---------- EXERCISE INPUT ----------

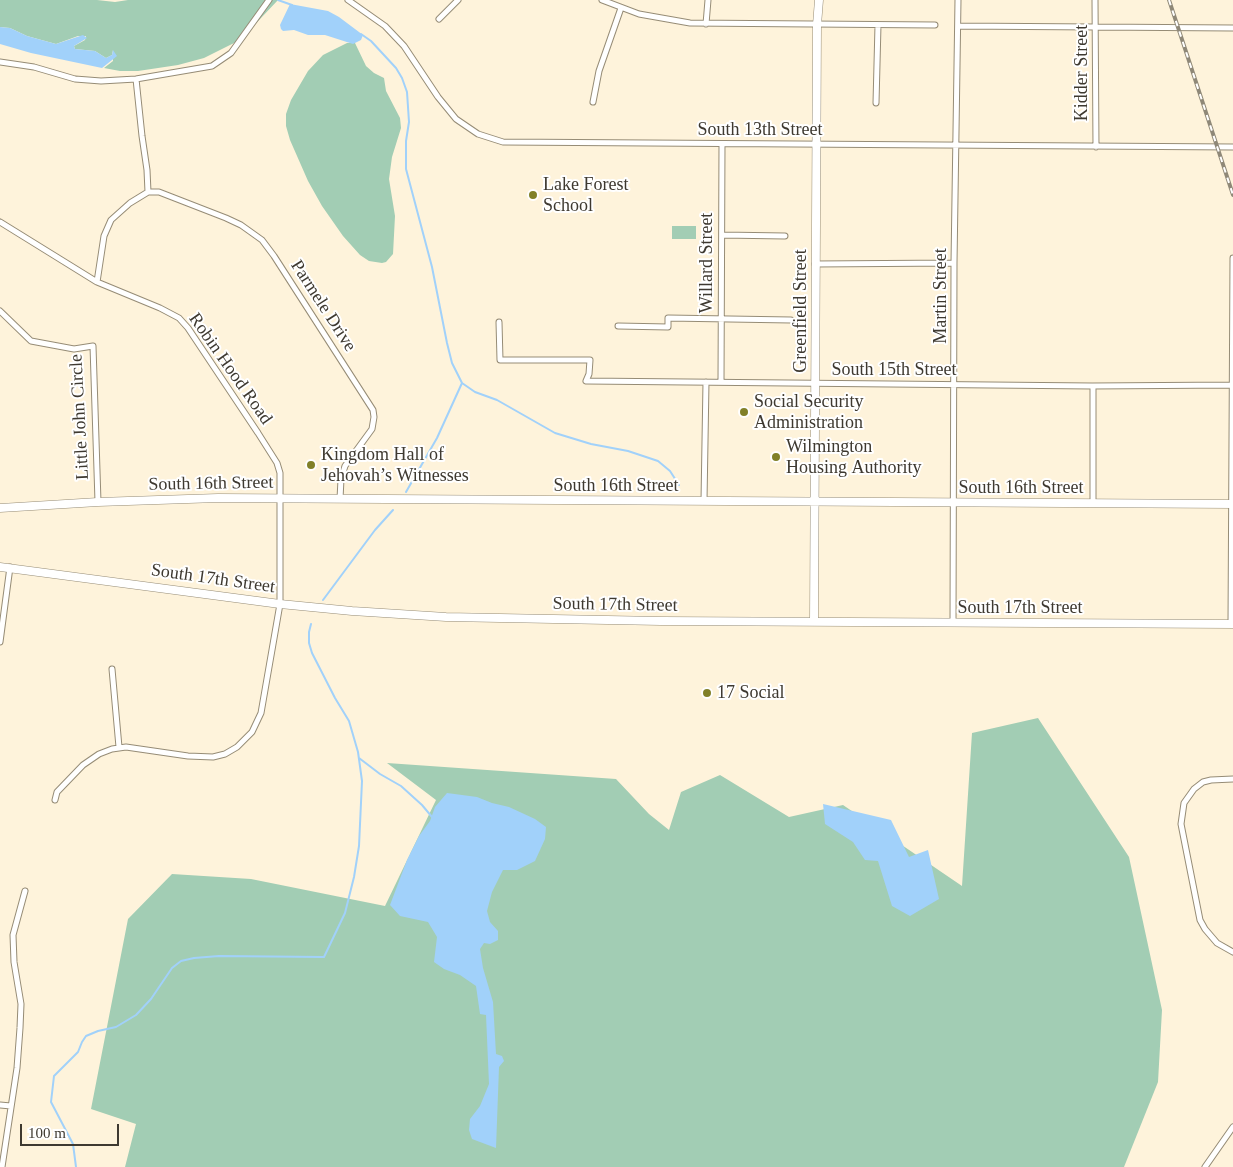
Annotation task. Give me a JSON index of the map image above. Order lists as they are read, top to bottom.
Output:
{
  "streets": {
    "main road": ["Greenfield Street", "South 16th Street", "South 17th Street"],
    "street": [
      "Kidder Street",
      "South 13th Street",
      "Willard Street",
      "Martin Street",
      "Parmele Drive",
      "Robin Hood Road",
      "South 15th Street",
      "Little John Circle"
    ]
  },
  "crossings": [
    ["Kidder Street", "South 13th Street"],
    ["South 13th Street", "Willard Street"],
    ["South 13th Street", "Martin Street"],
    ["South 13th Street", "Greenfield Street"],
    ["Willard Street", "South 15th Street"],
    ["Martin Street", "South 15th Street"],
    ["Martin Street", "South 16th Street"],
    ["Martin Street", "South 17th Street"],
    ["Parmele Drive", "South 16th Street"],
    ["Greenfield Street", "South 15th Street"],
    ["Greenfield Street", "South 16th Street"],
    ["Greenfield Street", "South 17th Street"],
    ["Robin Hood Road", "South 16th Street"],
    ["Robin Hood Road", "South 17th Street"],
    ["Little John Circle", "South 16th Street"]
  ],
  "places": [
    "Lake Forest School",
    "Social Security Administration",
    "Wilmington Housing Authority",
    "Kingdom Hall of Jehovah’s Witnesses",
    "17 Social"
  ],
  "scale_bar": "100 m"
}
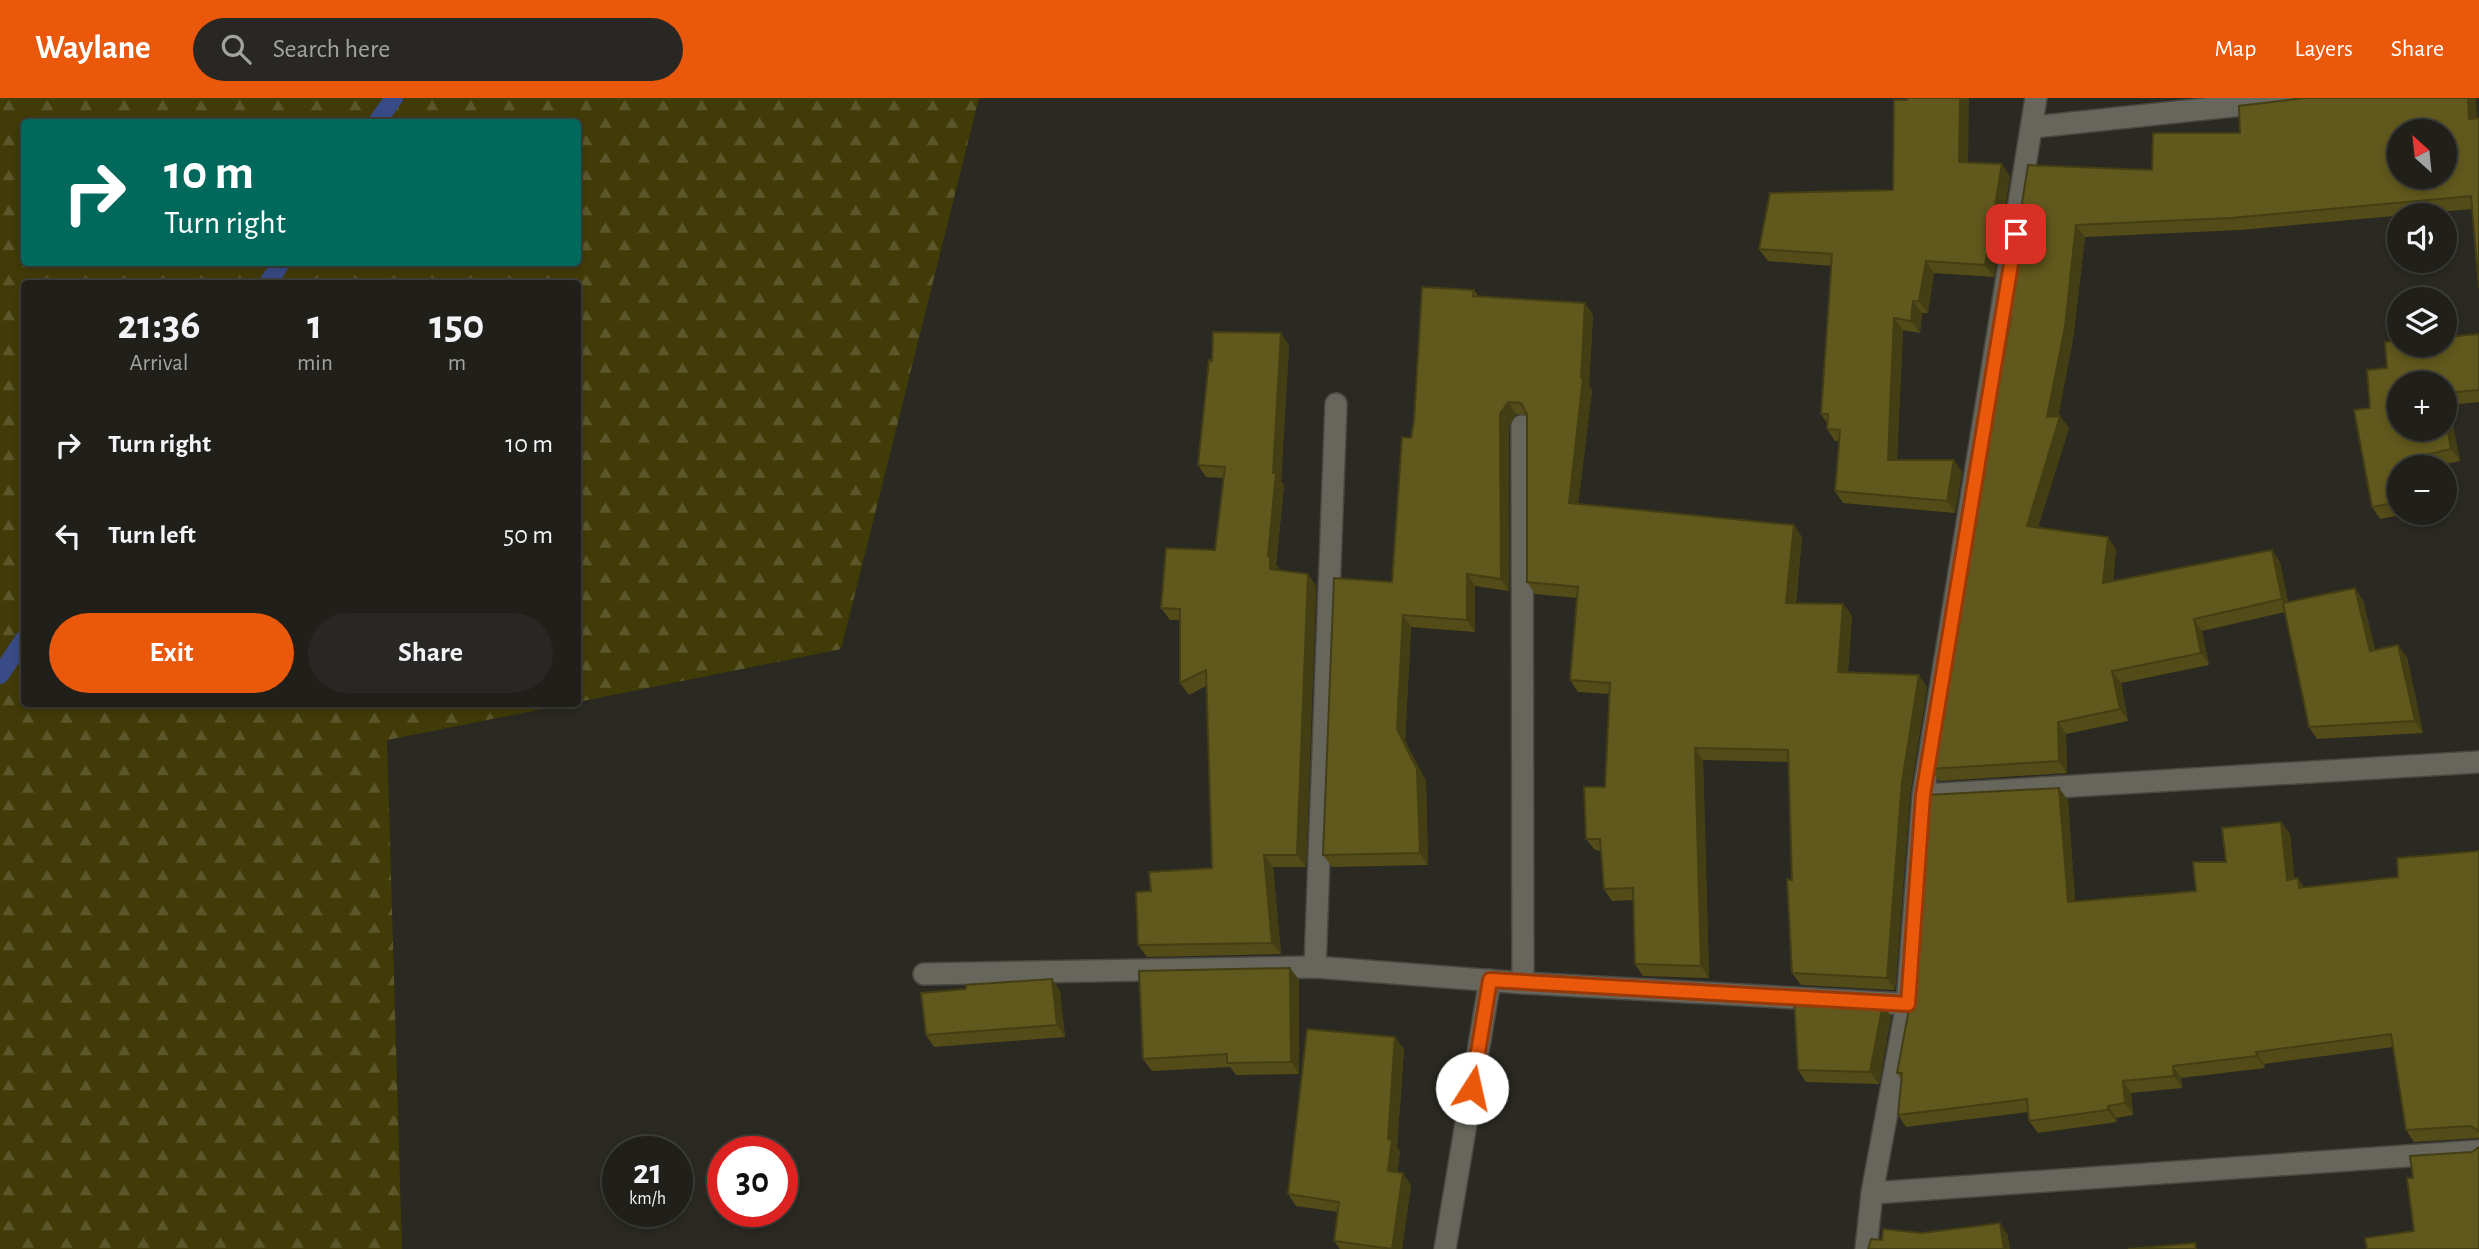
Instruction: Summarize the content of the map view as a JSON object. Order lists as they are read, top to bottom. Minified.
{"north":"top left","page":{"header":"Waylane","search":"Search here","nav":["Map","Layers","Share"],"map_buttons":["+","−"],"turn":["10 m","Turn right"],"eta":["21:36","Arrival","1","min","150","m"],"list":[{"name":"Turn right","value":"10 m"},{"name":"Turn left","value":"50 m"}],"buttons":["Exit","Share"],"speed":"21 km/h","limit":"30"}}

----------

- ABOUT THIS TASK:
Send back, unchanged, every line of the records from the one with "Instruction: Summarize the" through the last.

- COMPLETED EXERCISE:
Instruction: Summarize the content of the map view as a JSON object. Order lists as they are read, top to bottom. Minified.
{"north":"top left","page":{"header":"Waylane","search":"Search here","nav":["Map","Layers","Share"],"map_buttons":["+","−"],"turn":["10 m","Turn right"],"eta":["21:36","Arrival","1","min","150","m"],"list":[{"name":"Turn right","value":"10 m"},{"name":"Turn left","value":"50 m"}],"buttons":["Exit","Share"],"speed":"21 km/h","limit":"30"}}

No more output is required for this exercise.